Huawei had a big event at MWC 2022 in Barcelona, where we saw multiple devices introduced. One of them was the Huawei Matebook E – an all-new 2-in-1 laptop with Windows 11. The company wants to prove itself as a premium brand with its own rich ecosystem, and that’s the next type of device it has added to it.
The tablet comes with a snap-on keyboard, and there is support for Huawei M Pencil, all of which we got for review.
The Huawei Matebook E has a 12.6” OLED panel with a 16:10 aspect ratio and a resolution of 2560 x 1600 pixels. The screen-to-body ratio is 90% with tiny bezels, which is not ideal when the tablet is held in hand. It is also cumbersome due to the CPU and GPU and cooling – the weight of 710 grams quickly makes holding the device in one hand hard.
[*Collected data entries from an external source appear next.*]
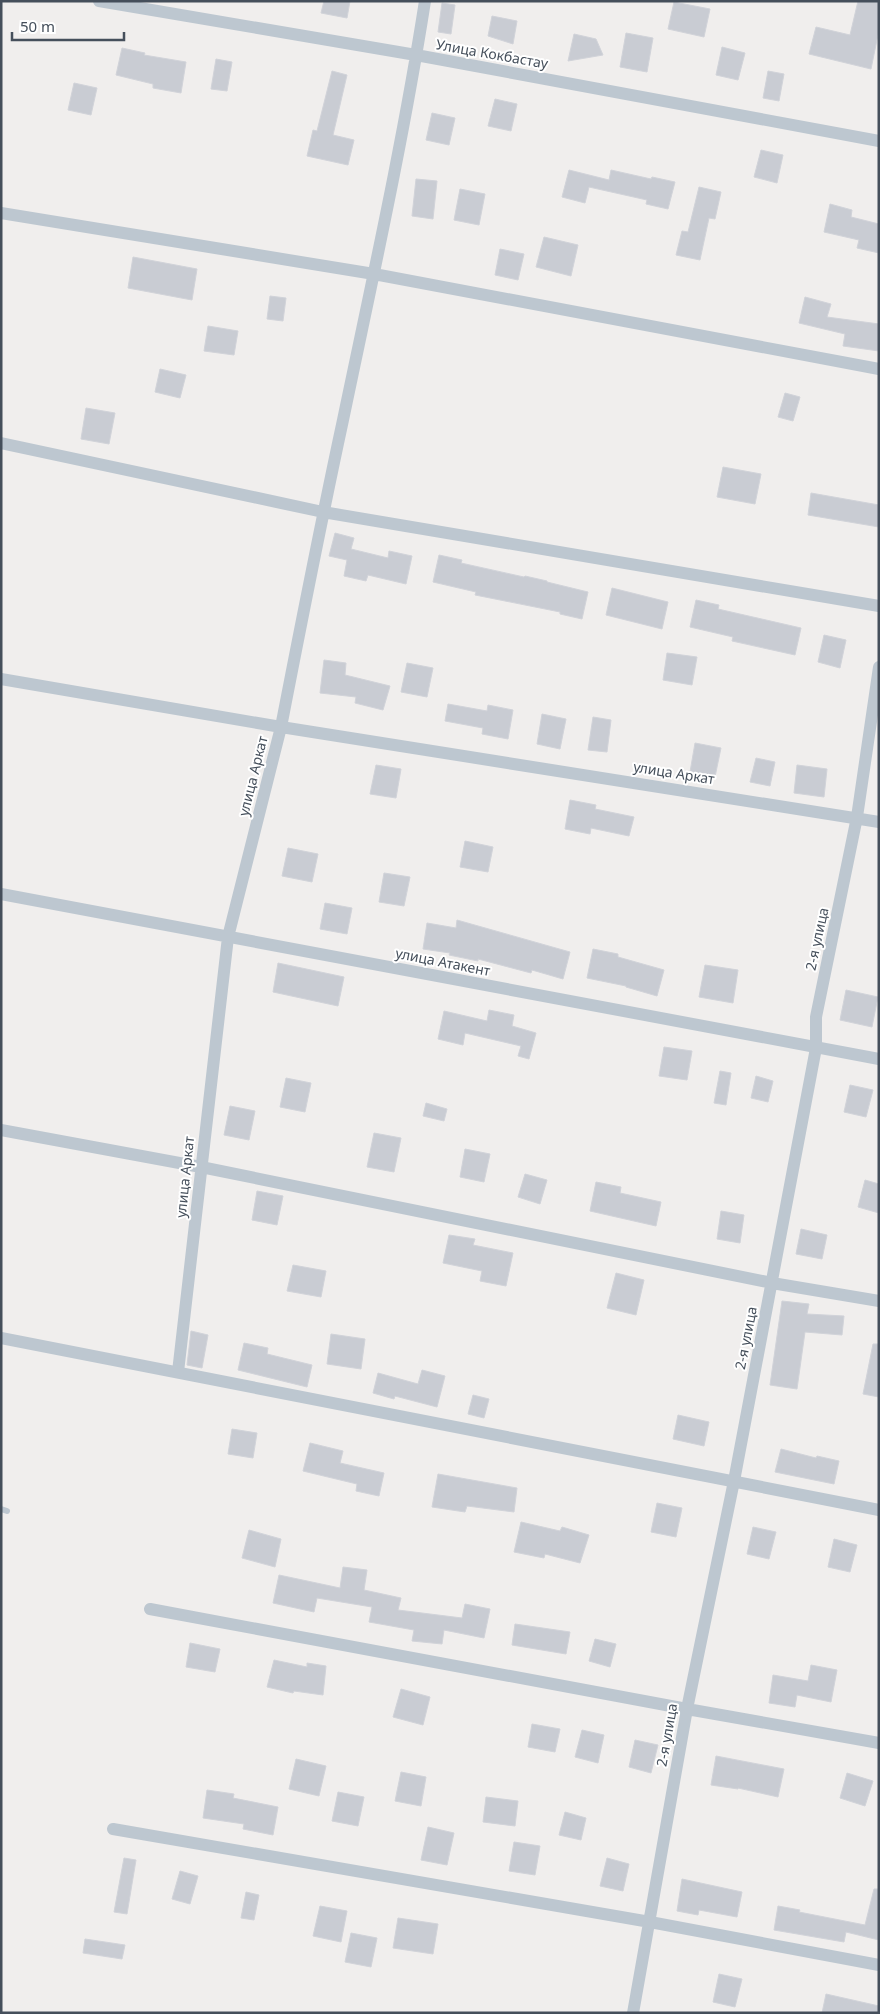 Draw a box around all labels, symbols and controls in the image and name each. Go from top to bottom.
scale bar [12,10,125,42]
text: 50 m [20,16,55,36]
street label: Улица Кокбастау [435,34,550,73]
street label: улица Аркат [233,733,272,818]
street label: улица Аркат [632,757,717,788]
street label: 2-я улица [801,906,832,972]
street label: улица Атакент [394,943,493,980]
street label: улица Аркат [171,1135,198,1219]
street label: 2-я улица [730,1305,761,1371]
street label: 2-я улица [652,1702,681,1768] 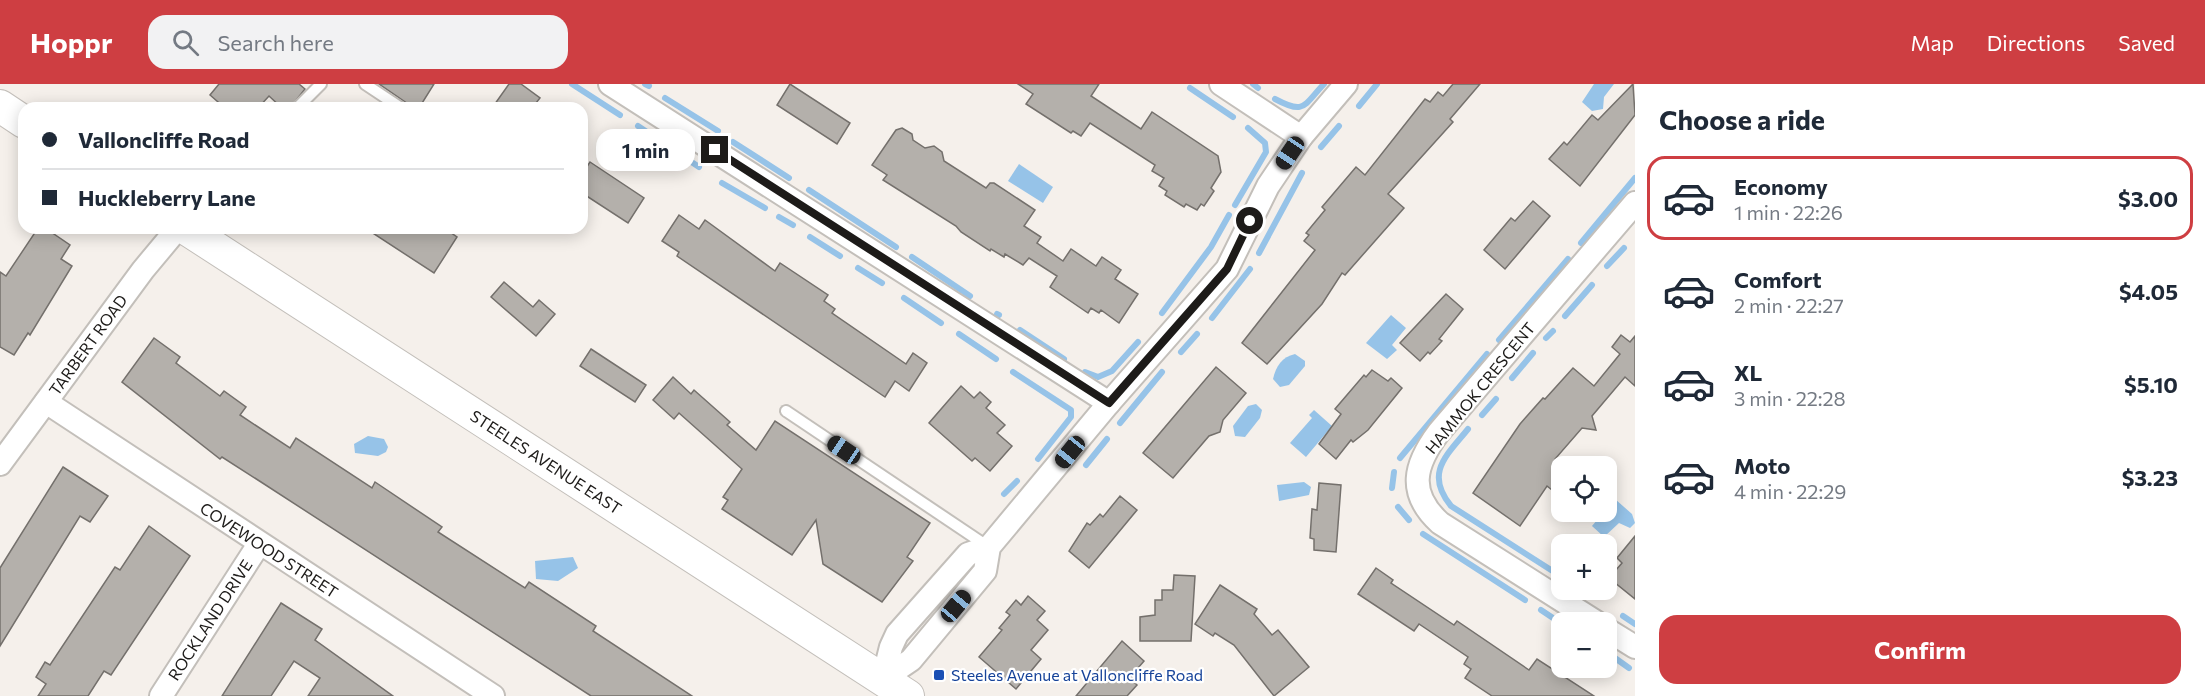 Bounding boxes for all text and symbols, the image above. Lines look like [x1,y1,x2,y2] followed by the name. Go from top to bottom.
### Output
[148,15,568,69] search box
[30,25,112,59] text: Hoppr
[169,26,202,59] icon: search
[217,29,334,56] text: Search here
[1911,30,1954,55] text: Map
[1987,30,2085,55] text: Directions
[2118,30,2175,55] text: Saved
[1659,103,1825,136] text: Choose a ride
[78,126,249,153] text: Valloncliffe Road
[595,129,694,171] callout: 1 min
[1272,133,1308,173] car
[701,136,728,163] route end
[622,138,669,162] text: 1 min
[1662,171,1716,225] icon: car
[1734,173,1828,200] text: Economy
[78,184,256,211] text: Huckleberry Lane
[2118,185,2178,212] text: $3.00
[1734,200,1843,224] text: 1 min · 22:26
[1236,207,1263,234] route start
[1662,264,1716,318] icon: car
[1734,266,1822,293] text: Comfort
[2119,278,2178,305] text: $4.05
[45,291,131,399] street label: TARBERT ROAD
[1734,293,1844,317] text: 2 min · 22:27
[1421,318,1538,457] street label: HAMMOK CRESCENT
[1662,357,1716,411] icon: car
[1734,359,1762,386] text: XL
[2124,371,2178,398] text: $5.10
[1734,386,1846,410] text: 3 min · 22:28
[467,406,625,518] street label: STEELES AVENUE EAST
[824,432,864,468] car
[1052,432,1088,472] car
[1662,450,1716,504] icon: car
[1734,452,1790,479] text: Moto
[1551,456,1617,678] map controls
[1551,456,1617,522] button: locate
[2122,464,2178,491] text: $3.23
[1734,479,1846,503] text: 4 min · 22:29
[197,498,342,601] street label: COVEWOOD STREET
[1551,534,1617,600] button: +
[164,556,256,684] street label: ROCKLAND DRIVE
[938,586,974,626] car
[1551,612,1617,678] button: −
[1659,615,2181,684] button: Confirm
[951,665,1203,684] place label: Steeles Avenue at Valloncliffe Road
[932,668,946,682] marker: Steeles Avenue at Valloncliffe Road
We appreciate the 400 nits brightness (600 nits peak) and the lively colors on the panel itself, and the fact that it looks lovely from every angle. It is also factory calibrated to a dE
The screen might be 10-point touch, but the OS isn’t perfectly adapted for touching so only certain parts work well in tablet mode. There is also a slight lag between the M Pencil input and the reaction of screen, which limits its usability in some apps.
In reality, Huawei never claims this is a graphics designer tablet – this is a device for the work-from-home type of situation, where you might need to sketch up something quickly, like a mark up presentation or an image.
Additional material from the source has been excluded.